Conscientiousness facets displayed mostly positive but weak relations with cognitive abilities, but there were some notable exceptions, discussed below.

Some facets of conscientiousness more closely aligned with the industriousness aspect have notable, positive correlations with cognitive abilities, whereas some facets aligned with orderliness have less consistent relations. Achievement’s relations with cognitive abilities were generally positive though small. Of its more sizable relations, it correlated .23 with long term storage and retrieval (broadly defined) as well as with free recall memory (p̂ = .21), .15 with retrieval fluency, and .20 with reading comprehension (see Supplementary Tables 224–239 in Appendix I). Persistence’s relations with cognitive abilities were also positive but somewhat weaker than achievement’s, and few exceeded .10 in magnitude. Its more sizable relations were with ideational fluency and closure speed as well as perceptual speed (p̂ = .13, .14, and .15, respectively; see Supplementary Tables 224–239 in Appendix I).

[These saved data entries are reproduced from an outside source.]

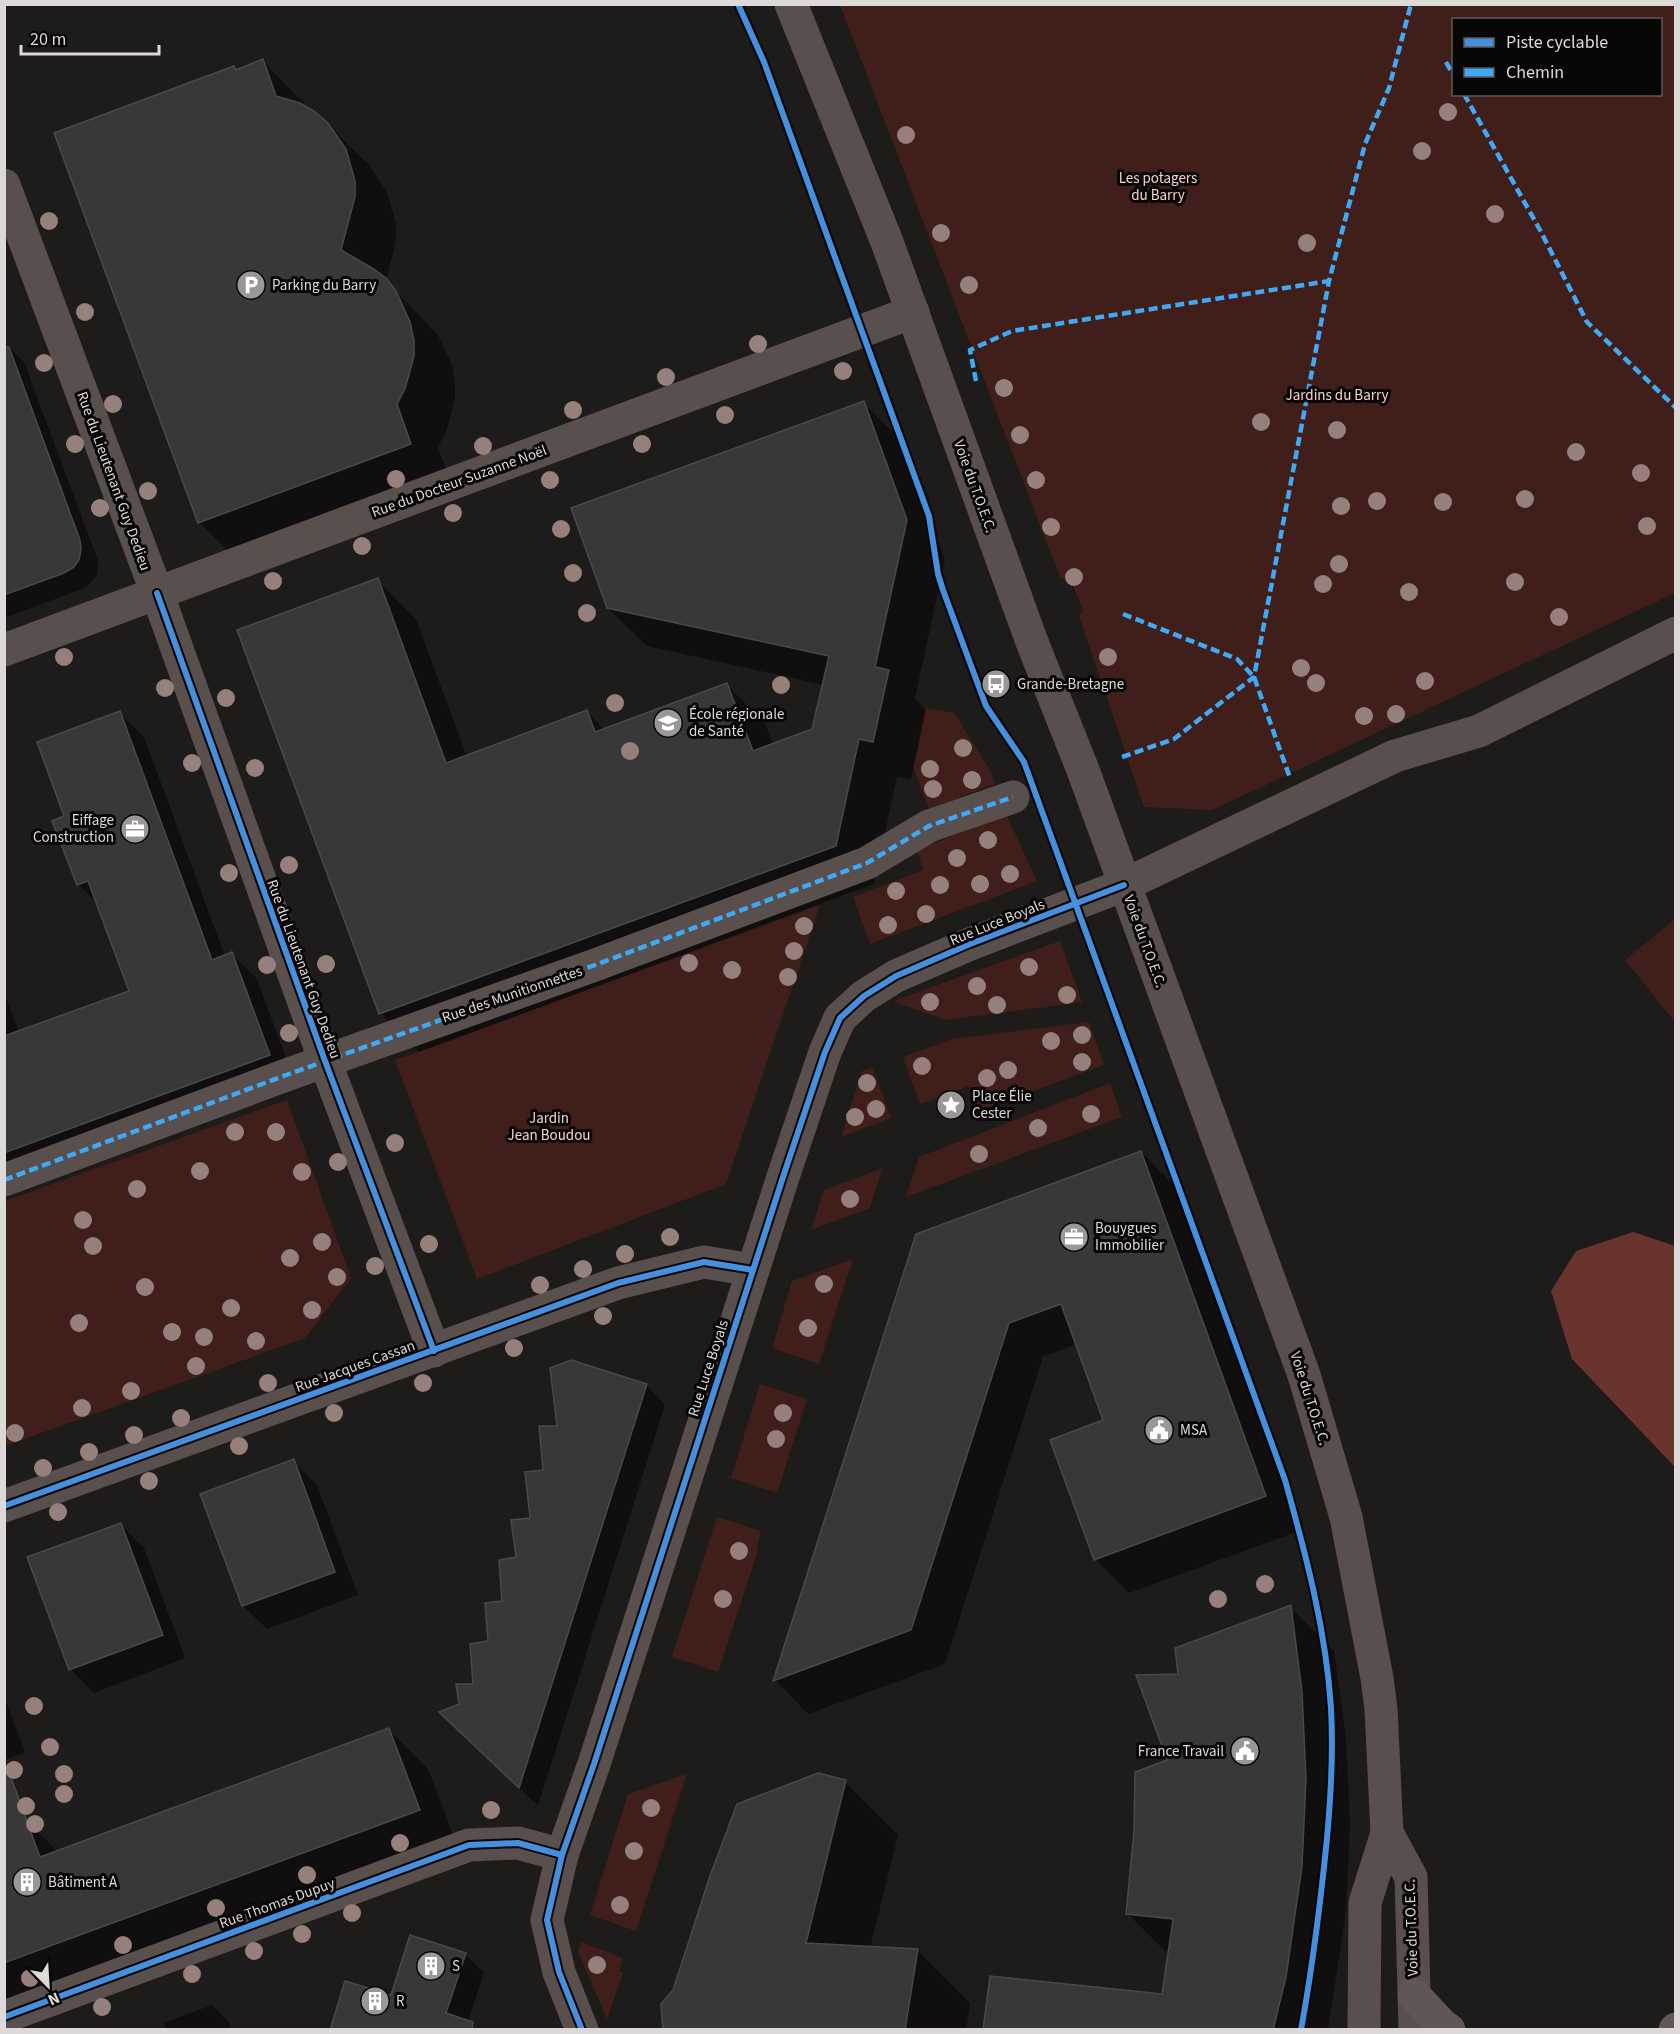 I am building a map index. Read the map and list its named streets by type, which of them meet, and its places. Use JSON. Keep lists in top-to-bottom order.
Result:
{
  "streets": {
    "street": [
      "Rue du Lieutenant Guy Dedieu",
      "Rue du Docteur Suzanne Noël",
      "Voie du T.O.E.C.",
      "Rue Luce Boyals",
      "Rue des Munitionnettes",
      "Rue Jacques Cassan",
      "Rue Thomas Dupuy"
    ]
  },
  "crossings": [
    ["Rue du Lieutenant Guy Dedieu", "Rue du Docteur Suzanne Noël"],
    ["Rue du Lieutenant Guy Dedieu", "Rue des Munitionnettes"],
    ["Rue du Lieutenant Guy Dedieu", "Rue Jacques Cassan"],
    ["Rue du Docteur Suzanne Noël", "Voie du T.O.E.C."],
    ["Voie du T.O.E.C.", "Rue Luce Boyals"],
    ["Rue Luce Boyals", "Rue Jacques Cassan"],
    ["Rue Luce Boyals", "Rue Thomas Dupuy"]
  ],
  "parks": ["Les potagers du Barry", "Jardins du Barry", "Jardin Jean Boudou"],
  "places": {
    "parking": ["Parking du Barry"],
    "bus stop": ["Grande-Bretagne"],
    "school or university": ["École régionale de Santé"],
    "office": ["Eiffage Construction", "Bouygues Immobilier"],
    "place": ["Place Élie Cester"],
    "public building": ["MSA", "France Travail"],
    "building": ["Bâtiment A", "S", "R"]
  },
  "legend": ["Piste cyclable", "Chemin"],
  "scale_bar": "20 m",
  "north": "bottom right"
}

The dependability facet of conscientiousness represents tendencies to be responsible and dutiful (Stanek & Ones, 2018). Its pattern of relations with cognitive abilities was somewhat like those of facets associated with the industriousness aspect. Dependability’s relations with acquired knowledge abilities were generally positive, though typically weaker than the industriousness aspect of conscientiousness, and varied across abilities (p̂ range = .06 to .39). Moderate, positive relations were found for dependability with general mental ability (p̂ = .16), memory constructs (p̂ = .17 for free recall memory, .21 for retrieval fluency, and .15 for memory span), visual processing (p̂ = .15), and some acquired knowledge abilities (p̂ = .16 for mathematics knowledge, .23 for mathematics achievement, .24 for verbal ability and comprehension knowledge, .27 for natural sciences knowledge, and .39 for social studies knowledge) (see Supplementary Tables 224–239 in Appendix I). Interestingly, dependability’s associations with the above-noted memory constructs suggest that dependability of character may also indicate dependability of knowledge acquisition and retrieval from long term memory.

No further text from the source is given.